As a radio fiend growing up with a meager allowance, I often was too broke to buy the full album that could be easily be filled with duds, so I often opted for the single. Usually available from major-label releases, sometimes obscure singles could be found from independent labels promoting my favorite hip-hop fare of the week. I devoured the tapes and cherished the instrumentals with hopes I could use them one day when I hosted a radio show or became a big-name producer.
So here I am now, a college-radio DJ and editor of a music magazine, which means I can usually get whatever music I want or need with very little effort.
However, there are times when I am dying to hear that one song that has been running around in my head throughout my daily power lecture. If only Discount Records or the Exclusive Company still carried singles. If only.
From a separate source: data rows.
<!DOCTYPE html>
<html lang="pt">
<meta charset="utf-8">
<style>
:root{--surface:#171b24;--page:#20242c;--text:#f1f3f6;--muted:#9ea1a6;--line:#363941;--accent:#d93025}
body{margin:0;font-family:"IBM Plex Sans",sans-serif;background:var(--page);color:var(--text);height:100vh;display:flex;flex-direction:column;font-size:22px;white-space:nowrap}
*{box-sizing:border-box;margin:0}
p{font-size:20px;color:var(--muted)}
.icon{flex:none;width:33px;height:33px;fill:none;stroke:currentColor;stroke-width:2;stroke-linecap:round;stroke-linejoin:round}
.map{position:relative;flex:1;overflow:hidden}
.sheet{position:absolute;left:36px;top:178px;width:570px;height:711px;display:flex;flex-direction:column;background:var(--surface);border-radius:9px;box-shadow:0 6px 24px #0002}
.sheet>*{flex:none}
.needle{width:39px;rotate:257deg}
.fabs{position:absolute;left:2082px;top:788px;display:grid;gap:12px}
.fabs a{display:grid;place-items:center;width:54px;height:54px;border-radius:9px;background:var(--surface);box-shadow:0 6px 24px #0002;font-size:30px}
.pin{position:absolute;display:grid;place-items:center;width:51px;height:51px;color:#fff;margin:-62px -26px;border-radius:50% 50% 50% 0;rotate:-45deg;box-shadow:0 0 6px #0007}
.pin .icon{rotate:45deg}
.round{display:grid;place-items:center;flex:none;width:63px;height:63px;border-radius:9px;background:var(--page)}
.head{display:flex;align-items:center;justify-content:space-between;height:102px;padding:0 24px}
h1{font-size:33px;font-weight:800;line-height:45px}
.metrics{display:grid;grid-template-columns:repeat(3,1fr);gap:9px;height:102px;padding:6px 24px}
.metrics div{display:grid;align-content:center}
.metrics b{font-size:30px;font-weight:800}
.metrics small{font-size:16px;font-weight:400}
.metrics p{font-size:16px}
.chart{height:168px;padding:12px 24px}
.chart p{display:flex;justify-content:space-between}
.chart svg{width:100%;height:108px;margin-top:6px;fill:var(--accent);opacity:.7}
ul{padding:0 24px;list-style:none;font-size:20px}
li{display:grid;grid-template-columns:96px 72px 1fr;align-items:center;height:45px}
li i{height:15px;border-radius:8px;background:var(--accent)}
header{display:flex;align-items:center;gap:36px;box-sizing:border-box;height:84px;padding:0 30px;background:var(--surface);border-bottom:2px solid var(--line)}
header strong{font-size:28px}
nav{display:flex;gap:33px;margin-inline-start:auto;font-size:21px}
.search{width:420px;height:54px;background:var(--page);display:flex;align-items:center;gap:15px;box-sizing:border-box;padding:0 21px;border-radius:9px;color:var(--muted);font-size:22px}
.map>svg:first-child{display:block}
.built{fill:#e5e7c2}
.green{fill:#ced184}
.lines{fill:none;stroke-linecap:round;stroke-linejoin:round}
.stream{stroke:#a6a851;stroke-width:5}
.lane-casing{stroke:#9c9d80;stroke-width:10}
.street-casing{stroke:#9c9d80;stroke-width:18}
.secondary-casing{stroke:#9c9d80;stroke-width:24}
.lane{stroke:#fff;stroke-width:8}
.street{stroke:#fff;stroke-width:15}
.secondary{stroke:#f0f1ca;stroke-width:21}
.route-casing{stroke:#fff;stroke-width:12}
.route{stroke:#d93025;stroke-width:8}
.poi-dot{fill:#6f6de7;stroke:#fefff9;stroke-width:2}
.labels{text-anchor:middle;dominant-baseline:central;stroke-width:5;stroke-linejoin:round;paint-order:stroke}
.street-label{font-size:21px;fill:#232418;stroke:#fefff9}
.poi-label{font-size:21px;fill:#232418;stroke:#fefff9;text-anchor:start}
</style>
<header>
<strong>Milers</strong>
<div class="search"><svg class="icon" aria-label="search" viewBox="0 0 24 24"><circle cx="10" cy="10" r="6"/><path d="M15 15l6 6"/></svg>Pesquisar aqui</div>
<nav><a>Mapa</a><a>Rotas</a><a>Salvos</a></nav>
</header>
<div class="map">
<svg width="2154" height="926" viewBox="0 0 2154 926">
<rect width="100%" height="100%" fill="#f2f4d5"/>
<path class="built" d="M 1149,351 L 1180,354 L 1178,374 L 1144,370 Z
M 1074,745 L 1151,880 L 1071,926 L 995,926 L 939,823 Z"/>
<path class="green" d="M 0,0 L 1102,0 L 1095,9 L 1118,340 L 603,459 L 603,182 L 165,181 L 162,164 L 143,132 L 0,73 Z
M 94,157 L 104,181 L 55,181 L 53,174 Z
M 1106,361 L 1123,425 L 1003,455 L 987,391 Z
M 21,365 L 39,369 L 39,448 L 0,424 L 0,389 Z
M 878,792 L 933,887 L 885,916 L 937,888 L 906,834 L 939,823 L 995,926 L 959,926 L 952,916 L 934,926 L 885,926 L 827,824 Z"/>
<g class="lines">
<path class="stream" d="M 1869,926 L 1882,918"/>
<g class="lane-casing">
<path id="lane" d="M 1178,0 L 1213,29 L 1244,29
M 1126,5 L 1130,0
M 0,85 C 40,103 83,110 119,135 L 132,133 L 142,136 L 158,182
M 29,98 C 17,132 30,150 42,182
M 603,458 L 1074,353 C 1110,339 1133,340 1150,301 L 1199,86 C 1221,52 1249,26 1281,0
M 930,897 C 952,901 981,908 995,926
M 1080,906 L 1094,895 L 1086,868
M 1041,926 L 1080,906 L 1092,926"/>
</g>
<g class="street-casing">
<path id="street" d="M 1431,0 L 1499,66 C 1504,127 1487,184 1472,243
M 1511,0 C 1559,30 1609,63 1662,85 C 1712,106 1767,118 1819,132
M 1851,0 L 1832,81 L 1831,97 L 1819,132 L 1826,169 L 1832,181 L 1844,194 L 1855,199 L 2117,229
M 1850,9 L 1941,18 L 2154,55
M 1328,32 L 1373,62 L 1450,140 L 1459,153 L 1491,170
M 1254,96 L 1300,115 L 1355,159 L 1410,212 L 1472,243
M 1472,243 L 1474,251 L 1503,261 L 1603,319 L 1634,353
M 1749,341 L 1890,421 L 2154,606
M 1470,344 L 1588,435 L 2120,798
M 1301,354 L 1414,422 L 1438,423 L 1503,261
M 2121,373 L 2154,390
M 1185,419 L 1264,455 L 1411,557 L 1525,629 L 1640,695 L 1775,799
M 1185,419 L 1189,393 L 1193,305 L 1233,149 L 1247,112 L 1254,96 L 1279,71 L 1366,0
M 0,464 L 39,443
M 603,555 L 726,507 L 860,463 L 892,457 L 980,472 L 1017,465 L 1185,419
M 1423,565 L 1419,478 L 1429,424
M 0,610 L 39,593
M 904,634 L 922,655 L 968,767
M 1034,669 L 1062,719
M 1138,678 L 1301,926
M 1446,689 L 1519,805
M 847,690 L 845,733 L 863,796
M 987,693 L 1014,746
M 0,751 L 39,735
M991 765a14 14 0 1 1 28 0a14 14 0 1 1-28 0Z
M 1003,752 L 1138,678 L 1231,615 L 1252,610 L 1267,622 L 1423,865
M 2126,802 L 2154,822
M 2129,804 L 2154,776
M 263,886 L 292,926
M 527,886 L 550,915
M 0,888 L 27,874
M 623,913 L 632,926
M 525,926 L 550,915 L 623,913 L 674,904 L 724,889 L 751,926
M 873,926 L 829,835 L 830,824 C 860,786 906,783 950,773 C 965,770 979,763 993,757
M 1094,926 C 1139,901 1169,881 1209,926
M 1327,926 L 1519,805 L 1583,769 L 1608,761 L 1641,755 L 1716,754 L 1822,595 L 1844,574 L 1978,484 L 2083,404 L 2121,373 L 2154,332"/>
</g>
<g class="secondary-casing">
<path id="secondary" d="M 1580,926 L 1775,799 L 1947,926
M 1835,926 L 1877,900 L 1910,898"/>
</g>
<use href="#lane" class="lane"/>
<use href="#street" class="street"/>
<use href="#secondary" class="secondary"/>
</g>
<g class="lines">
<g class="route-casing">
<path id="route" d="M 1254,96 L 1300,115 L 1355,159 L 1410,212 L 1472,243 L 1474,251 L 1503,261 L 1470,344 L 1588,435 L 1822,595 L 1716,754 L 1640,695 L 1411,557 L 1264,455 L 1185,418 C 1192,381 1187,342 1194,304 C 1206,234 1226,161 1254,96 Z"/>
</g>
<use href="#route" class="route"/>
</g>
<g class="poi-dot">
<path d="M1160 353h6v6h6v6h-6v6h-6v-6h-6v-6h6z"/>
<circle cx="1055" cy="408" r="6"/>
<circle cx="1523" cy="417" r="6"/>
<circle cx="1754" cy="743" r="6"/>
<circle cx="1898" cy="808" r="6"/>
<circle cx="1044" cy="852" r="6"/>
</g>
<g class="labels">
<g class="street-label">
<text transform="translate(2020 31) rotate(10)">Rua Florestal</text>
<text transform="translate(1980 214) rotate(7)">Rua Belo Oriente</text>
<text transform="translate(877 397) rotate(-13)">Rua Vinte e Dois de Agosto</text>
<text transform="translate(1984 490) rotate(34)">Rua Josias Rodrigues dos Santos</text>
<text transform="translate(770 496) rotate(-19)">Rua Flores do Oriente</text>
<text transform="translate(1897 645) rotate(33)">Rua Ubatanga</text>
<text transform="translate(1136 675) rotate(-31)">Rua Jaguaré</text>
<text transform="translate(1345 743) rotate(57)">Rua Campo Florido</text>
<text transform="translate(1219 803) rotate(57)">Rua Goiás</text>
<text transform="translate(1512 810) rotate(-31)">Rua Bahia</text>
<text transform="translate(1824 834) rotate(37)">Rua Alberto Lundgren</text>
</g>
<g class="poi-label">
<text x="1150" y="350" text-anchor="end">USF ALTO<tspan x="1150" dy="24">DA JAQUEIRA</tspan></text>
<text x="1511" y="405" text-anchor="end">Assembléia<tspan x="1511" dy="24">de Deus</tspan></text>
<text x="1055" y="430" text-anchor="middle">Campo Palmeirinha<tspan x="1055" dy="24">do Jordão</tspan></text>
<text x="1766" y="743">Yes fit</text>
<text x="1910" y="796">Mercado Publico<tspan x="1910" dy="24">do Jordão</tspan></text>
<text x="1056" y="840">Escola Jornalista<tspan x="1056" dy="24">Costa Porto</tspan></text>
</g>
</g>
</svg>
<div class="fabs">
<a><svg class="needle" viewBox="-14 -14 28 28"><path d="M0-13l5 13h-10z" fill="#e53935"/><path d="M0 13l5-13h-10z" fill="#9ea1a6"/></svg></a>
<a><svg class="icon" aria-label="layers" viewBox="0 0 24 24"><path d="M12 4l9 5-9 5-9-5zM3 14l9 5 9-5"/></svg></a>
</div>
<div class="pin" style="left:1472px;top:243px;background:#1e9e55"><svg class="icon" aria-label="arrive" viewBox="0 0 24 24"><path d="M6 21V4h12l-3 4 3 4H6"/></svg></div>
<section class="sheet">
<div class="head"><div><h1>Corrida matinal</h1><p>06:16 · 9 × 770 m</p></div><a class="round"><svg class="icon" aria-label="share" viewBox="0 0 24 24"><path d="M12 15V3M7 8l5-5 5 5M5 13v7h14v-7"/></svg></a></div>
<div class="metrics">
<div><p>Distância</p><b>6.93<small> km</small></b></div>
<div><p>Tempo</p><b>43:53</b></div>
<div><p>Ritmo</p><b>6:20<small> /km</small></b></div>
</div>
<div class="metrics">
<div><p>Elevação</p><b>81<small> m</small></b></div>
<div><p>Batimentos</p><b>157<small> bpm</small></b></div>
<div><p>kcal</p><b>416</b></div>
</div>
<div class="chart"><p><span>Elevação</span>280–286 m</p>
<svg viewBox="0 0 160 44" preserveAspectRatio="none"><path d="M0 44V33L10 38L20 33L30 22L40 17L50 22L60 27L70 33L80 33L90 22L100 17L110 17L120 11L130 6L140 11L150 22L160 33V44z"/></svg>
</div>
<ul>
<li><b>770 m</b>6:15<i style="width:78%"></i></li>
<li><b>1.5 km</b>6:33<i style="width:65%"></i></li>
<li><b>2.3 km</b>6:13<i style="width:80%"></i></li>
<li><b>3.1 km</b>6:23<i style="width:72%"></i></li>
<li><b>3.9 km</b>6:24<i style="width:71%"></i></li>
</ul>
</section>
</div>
Now, in the post-Napster era, the music industry and its henchman, the Recording Industry Association of American (RIAA), are out to implement a Marshall Plan-like initiative that would clean up the damage the facist regime that was Sean Fanning and his crude computer program, that blessed us loyal music fans with near-free music for a glorious nine months. That was the shock that shook the music world: An opportunity to stick it to the man with a DSL connection and a laptop. Poor students who had grown up with the commercial single could now download as many as they wanted at virtually no cost.
Napster came at the same time as the diminishing presence of commercial singles and an increase in demand. The average price of a CD was soaring to new heights and there was a fair amount of decent pop music on the market, causing fans to find an alternative. Labels now have simply stopped releasing commercial singles and thus probably shot themselves in the foot.
In an attempt to recoup their supposed “losses” over the last couple of years (statistics show that album sales have actually increased since the inception of Napster and other file-sharing websites), the bright lights that bring us music want to implement a system in which we, the consumers, must download and rent a song for a month, then buy it. I think the lease on my parents’ new Toyota is a better deal than that.
Imagine not listening to a song for a little while, then forgetting about it, then being inspired to listen to it again. You go to your computer and find that it is not there, like an old e-mail that has been deleted or lost in cyberspace. In fact, you may even have to buy a monthly package. Who were the marketing geniuses that came up with this one?
So here the music industry is at a fork in the road: Either figure out a way to make music more affordable and appease its customers or try to keep up with and try to stop the more computer-savvy renegades that are out to screw the industry. The recording industry is in a recession that hasn’t hit other forms of entertainment so hard, and now it must decide what it wants to do.
I’ll tell the industry one thing, though: Eliminating singles just sent me and an entire nation of music fans to our computers in search of that hot new song.